Resume Objective Mistakes to Avoid
In order to compete in the job market, many job seekers are revising their resumes and trying to be careful to avoid resume objective mistakes. Some think that writing the objective statement is the hardest part of the resume process. A good objective can get the right kind of attention from hiring managers while a vague or poorly written objective can end up being ignored. When crafting your resume, make sure that you start off on the right foot by writing an effective career objective that will get you the desired results throughout your job search. Here are some resume objective mistakes to avoid when writing yours.
Avoid being too simple
Before drafting your resume objective, try to think of this from a potential hiring manager's perspective. Avoid using a resume objective that's too simplistic such as "To get a full time with a stable company". While that's probably what you are aiming for as far as a job, it's really too simple of a statement to use when applying for specific jobs. Try modifying the objective to read something more along the lines of "To secure full time employment in an established firm where I may experience long-term career advancement and become an important part of the team."
Avoid leaving out details
When writing the objective, make sure to include some of the inherent skills and talents that you will be bringing with you so that you add value to the company. Here's an example "Would like to work for a growing company that will allow me to utilize my five years of experience in customer service and technology to serve customers."

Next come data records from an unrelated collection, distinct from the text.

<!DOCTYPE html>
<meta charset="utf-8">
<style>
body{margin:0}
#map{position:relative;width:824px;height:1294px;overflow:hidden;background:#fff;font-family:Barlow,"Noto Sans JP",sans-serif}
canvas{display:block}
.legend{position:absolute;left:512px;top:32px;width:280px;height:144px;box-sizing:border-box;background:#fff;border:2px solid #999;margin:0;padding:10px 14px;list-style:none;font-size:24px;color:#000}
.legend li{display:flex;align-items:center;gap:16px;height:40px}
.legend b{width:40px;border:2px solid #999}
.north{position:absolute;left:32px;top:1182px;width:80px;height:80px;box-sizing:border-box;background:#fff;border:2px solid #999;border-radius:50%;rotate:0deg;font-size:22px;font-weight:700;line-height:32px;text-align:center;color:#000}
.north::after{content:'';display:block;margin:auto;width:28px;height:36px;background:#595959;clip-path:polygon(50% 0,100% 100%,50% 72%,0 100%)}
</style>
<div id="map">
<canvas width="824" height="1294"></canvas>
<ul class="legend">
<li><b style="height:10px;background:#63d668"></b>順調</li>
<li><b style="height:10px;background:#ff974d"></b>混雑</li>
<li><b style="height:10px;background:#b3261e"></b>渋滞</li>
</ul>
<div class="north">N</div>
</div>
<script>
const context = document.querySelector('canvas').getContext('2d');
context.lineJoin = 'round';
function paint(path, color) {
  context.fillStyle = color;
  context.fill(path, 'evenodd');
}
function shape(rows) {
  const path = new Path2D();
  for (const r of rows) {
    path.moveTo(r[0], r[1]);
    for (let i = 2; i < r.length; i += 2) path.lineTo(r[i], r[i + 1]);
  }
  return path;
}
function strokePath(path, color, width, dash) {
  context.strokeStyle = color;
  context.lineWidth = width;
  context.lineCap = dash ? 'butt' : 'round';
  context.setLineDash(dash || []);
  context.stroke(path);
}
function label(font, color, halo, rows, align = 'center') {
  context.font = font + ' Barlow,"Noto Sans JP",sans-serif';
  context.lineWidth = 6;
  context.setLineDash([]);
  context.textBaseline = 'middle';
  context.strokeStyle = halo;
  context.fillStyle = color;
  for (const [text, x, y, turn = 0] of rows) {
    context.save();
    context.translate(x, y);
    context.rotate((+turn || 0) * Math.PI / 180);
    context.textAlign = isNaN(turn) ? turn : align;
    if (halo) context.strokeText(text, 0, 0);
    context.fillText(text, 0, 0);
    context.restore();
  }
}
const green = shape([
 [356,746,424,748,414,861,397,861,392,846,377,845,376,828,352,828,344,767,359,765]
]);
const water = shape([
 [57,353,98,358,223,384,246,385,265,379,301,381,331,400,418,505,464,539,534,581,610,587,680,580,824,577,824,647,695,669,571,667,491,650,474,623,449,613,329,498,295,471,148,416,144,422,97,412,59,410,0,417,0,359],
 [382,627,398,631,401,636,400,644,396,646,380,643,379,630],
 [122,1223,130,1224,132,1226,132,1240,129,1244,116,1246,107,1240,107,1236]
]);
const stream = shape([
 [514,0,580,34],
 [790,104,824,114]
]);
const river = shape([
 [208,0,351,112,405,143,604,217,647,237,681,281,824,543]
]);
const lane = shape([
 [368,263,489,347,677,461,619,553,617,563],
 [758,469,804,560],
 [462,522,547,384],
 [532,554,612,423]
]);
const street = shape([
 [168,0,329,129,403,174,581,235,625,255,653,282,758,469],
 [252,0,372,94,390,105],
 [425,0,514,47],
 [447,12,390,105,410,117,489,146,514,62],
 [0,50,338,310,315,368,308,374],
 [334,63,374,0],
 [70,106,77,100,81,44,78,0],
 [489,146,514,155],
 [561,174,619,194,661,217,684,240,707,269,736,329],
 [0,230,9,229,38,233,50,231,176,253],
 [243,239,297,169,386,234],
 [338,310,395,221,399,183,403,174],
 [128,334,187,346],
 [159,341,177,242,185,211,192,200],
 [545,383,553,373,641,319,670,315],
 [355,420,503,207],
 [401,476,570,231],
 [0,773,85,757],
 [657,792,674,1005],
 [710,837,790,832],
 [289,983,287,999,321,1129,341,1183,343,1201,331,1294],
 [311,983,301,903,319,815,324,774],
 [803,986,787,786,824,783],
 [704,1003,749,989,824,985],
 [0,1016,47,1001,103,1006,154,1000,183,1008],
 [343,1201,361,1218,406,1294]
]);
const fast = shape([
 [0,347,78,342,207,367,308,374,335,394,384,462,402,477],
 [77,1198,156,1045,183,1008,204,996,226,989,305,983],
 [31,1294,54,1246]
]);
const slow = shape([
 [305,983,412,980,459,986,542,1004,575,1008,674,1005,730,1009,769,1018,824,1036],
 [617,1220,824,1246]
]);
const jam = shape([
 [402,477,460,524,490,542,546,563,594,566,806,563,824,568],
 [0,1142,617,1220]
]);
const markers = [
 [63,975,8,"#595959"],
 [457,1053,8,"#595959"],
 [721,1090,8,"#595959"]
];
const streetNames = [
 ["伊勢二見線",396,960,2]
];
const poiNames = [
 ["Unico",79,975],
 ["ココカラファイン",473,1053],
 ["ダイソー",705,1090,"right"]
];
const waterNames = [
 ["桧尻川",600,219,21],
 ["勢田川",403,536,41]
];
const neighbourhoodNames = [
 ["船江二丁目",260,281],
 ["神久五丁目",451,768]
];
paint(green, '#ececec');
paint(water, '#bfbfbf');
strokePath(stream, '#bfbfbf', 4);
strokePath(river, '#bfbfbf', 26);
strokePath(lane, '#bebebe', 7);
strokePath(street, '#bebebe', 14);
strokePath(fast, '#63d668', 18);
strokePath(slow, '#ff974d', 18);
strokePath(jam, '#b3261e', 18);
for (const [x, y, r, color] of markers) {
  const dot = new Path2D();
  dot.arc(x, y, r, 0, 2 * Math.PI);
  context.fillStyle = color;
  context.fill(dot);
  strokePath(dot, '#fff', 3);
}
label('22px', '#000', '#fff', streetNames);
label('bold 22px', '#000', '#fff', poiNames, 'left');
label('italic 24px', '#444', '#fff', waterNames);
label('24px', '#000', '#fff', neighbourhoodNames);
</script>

Avoid not stating your goal
An objective in a resume is much like stating a goal from the beginning. In other words, you want to clarify what you hope to achieve by taking a job with a specific type of employer. Avoid leaving off an actual goal when writing an objective for your resume. Something like "Would like to get a job as an administrative assistant where I can work full time". Instead try something more along the lines of "To secure employment as an administrative assistant while I attend college part-time to become an executive assistant for your company. "
One of the worst examples of resume objectives happens when someone is trying to make their resume work for many different types of jobs. While you may think this approach is efficient, it looks bad to hiring managers who will end up sending your resume into the garbage. The hallmark of the generic resume starts with a generic objective like "Looking for work where I can use my skills." It is important to list the type of work and what specific skills you have for the job.
Avoid unrealistic resumes
Another resume objective mistake is using unrealistic resumes. When a new graduate with limited work experience tries to inflate their ego on paper, it seems unrealistic. Using an objective that sounds unrealistic is what identifies this type of candidate. When a resume objective like "To become a doctor in the next couple of years where I can save lives while holding down a full time career" does not sound realistic. Try keeping your objective statement realistic, like: "To work on completing my PhD while working full time in a related career in healthcare, improving the lives of other people."